╔══

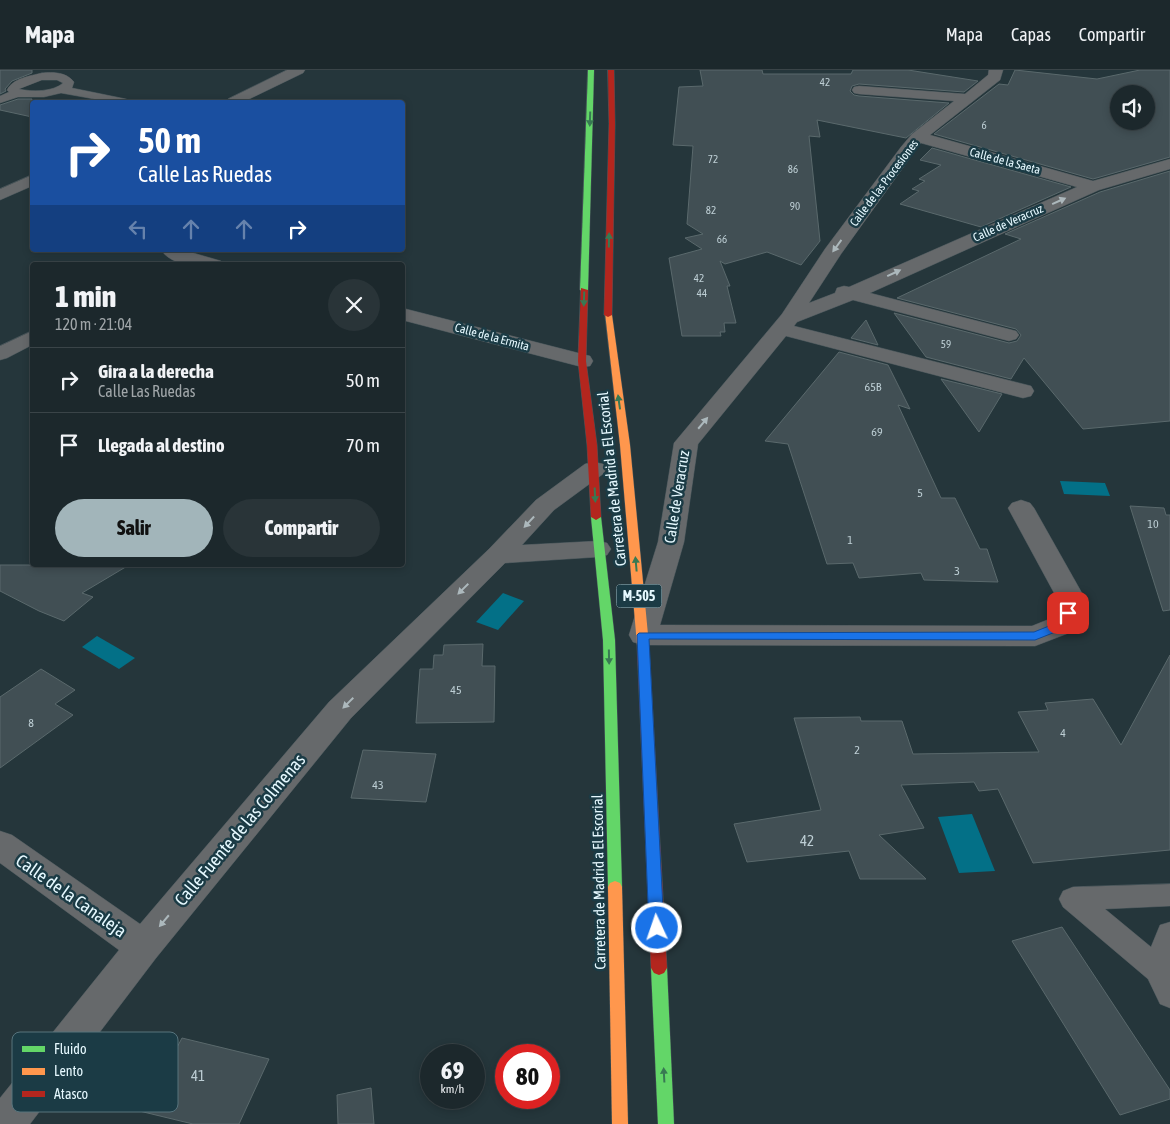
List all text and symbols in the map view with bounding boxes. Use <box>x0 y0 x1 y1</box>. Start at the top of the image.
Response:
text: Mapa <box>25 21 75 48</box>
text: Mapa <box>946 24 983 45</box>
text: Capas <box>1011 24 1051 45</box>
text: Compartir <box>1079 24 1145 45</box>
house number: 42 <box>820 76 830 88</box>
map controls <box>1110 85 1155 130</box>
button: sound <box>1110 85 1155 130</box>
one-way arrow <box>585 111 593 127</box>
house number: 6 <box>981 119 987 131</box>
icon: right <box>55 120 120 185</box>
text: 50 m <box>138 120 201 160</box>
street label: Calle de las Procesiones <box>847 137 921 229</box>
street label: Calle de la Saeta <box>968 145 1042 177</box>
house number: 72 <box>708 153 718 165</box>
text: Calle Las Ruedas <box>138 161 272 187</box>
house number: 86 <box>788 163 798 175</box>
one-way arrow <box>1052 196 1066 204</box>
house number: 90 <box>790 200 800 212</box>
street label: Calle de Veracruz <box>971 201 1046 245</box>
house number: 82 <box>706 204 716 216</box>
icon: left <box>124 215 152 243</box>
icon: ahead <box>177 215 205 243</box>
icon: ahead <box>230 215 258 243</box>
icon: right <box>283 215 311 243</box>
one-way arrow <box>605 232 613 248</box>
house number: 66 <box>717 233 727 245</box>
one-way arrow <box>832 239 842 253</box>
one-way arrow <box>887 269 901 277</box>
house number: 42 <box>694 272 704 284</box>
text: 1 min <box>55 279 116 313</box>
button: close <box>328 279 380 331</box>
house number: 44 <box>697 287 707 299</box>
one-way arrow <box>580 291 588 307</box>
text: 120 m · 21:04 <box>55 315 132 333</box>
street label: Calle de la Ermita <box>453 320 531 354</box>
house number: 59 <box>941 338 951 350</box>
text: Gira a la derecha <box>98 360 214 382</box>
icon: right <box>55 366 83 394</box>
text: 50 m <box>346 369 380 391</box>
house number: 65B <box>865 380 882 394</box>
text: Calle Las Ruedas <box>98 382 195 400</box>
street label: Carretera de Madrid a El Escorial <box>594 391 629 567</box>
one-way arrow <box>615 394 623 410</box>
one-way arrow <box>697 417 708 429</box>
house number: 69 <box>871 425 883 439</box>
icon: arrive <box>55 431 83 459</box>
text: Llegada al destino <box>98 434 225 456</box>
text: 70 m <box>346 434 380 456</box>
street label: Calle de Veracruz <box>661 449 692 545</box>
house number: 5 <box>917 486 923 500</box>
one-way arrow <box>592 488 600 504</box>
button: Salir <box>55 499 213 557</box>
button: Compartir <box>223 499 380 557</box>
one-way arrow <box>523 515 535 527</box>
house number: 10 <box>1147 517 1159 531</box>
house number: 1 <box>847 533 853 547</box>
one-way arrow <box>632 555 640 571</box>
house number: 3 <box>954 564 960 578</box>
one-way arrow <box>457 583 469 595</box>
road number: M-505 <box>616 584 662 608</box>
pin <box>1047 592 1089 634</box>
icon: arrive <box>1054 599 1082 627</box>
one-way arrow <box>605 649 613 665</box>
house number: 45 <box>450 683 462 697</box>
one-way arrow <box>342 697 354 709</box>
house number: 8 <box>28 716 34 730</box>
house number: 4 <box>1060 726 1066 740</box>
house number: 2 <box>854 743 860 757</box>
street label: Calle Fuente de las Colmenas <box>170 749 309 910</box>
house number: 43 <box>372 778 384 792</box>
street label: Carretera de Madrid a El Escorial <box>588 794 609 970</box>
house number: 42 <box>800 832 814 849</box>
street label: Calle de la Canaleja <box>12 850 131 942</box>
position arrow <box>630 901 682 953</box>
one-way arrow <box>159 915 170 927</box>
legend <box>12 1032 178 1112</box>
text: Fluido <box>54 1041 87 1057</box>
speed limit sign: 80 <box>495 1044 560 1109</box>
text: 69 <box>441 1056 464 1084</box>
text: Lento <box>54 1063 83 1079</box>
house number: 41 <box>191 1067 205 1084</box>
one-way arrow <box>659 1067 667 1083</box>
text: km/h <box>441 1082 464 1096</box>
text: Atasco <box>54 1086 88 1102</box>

╚══

> [The problem]
Copy all lines of the records in which the string "Mapa" can be found.

> [Output of the task]
text: Mapa <box>25 21 75 48</box>
text: Mapa <box>946 24 983 45</box>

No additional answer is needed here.